#Monitoring FSx for ONTAP file systems us...
1 messages · Page 1 of 1 (latest)
I am, so I've managed to get my instance deployed when it deployed it seemed to leave my secret behind which amazon is meant to store in aws secrets. They left the poller in a restarting state, spotting the secret wasn't created I've updated the harvest.yml file which it stores it in /home/ec2/harvest_install and i've now been able to get my pollers online CONTAINER ID IMAGE COMMAND CREATED STATUS PORTS NAMES 0c96a329cf31 cr.netapp.io/harvest:latest "bin/poller --config…" 7 days ago Up About a minute harvest_cluster-2 9baad4ab7877 cr.netapp.io/harvest:latest "bin/poller --config…" 7 days ago Up About a minute harvest_cluster-1
Only the poller is not grabbing any data
Ah its started to log some error messages now whereas before it was clean
I'm getting a connection error now which I probably can fix
intrigued as to why the secret never got created it never does report errors in the cloud formation logs
agreed that seems problematic and hopefully is not a harbinger of things to come. Looking at their fsx-ontap-harvest-grafana.template it looks pretty straightforward, these are the only two references to FSxAdminPassword=
FSxAdminPassword=aws secretsmanager get-secret-value --secret-id ${SecretName} --region ${AWS::Region} | jq --raw-output .SecretString | jq -r .password
and then catting into yaml
password: $FSxAdminPassword
perhaps this cmd returned nothing?
aws secretsmanager get-secret-value --secret-id ${SecretName} --region ${AWS::Region} | jq --raw-output .SecretString | jq -r .password
from what I can gather it just never had the secret to even read it, despite giving it the secret
you can still even see the defaults you give it in the cloudformation stack
Do you have any idea why they also run it on port 80? I'm half tempted to bin this instance and just build my own
i don't. I helped the Amazon engineers that wrote the cloud formation script a few months ago. The issue then was Python version differences related to Ansible since their script uses this under the covers https://github.com/netapp-automation/harvest_install
yeah its basically that repo with all the defaults
username: admin
password: pass
i'm a little more use to NAbox and how that uses traefik on top. Does the ansible version just run nginx? I can probably configure grafana to run https and spin the container
it almost sounds like this isn't running for you?
thats exactly what failed
An error occurred (ResourceNotFoundException) when calling the GetSecretValue operation: Secrets Manager can't find the specified secret.
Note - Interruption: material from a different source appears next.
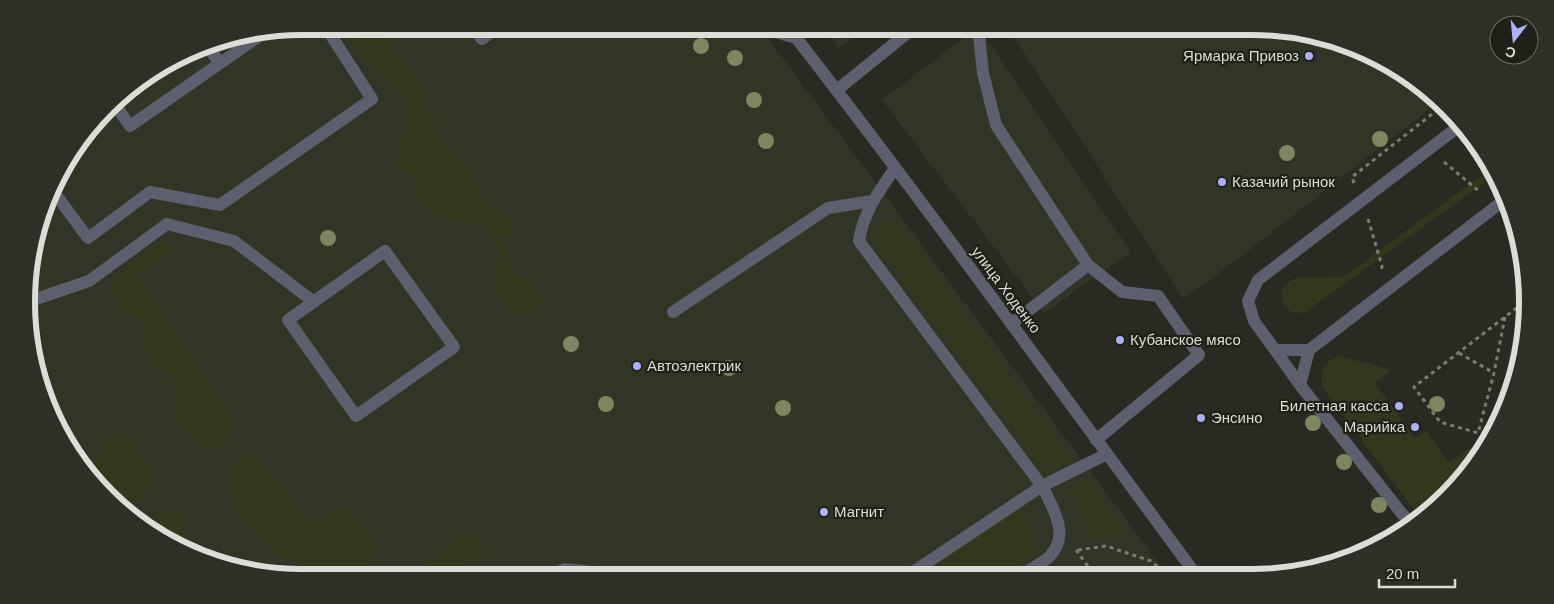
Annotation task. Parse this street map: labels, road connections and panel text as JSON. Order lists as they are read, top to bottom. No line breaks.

./harvest-grafana.sh: line 17: ansible-playbook: command not found
./harvest-grafana.sh: line 18: ansible-playbook: command not found
at a high-level, the Ansible script creates a container per poller, extracts the Prom ports from harvest.yml and uses those to create the scrape targets for prometheus.yml, starts Prometheus and Grafana containers, and then each poller container
ansible-playbook: command not found sounds like a more fundamental problem. That should have been installed as part of the runcmd: in their template
i'll do my best to help debug @rugged wraith, but since this is Amazon's script, it might be better to ask them too. Or as you said, bail and stand up your own instance. Are you trying to monitor FSx or deploy Harvest in AWS?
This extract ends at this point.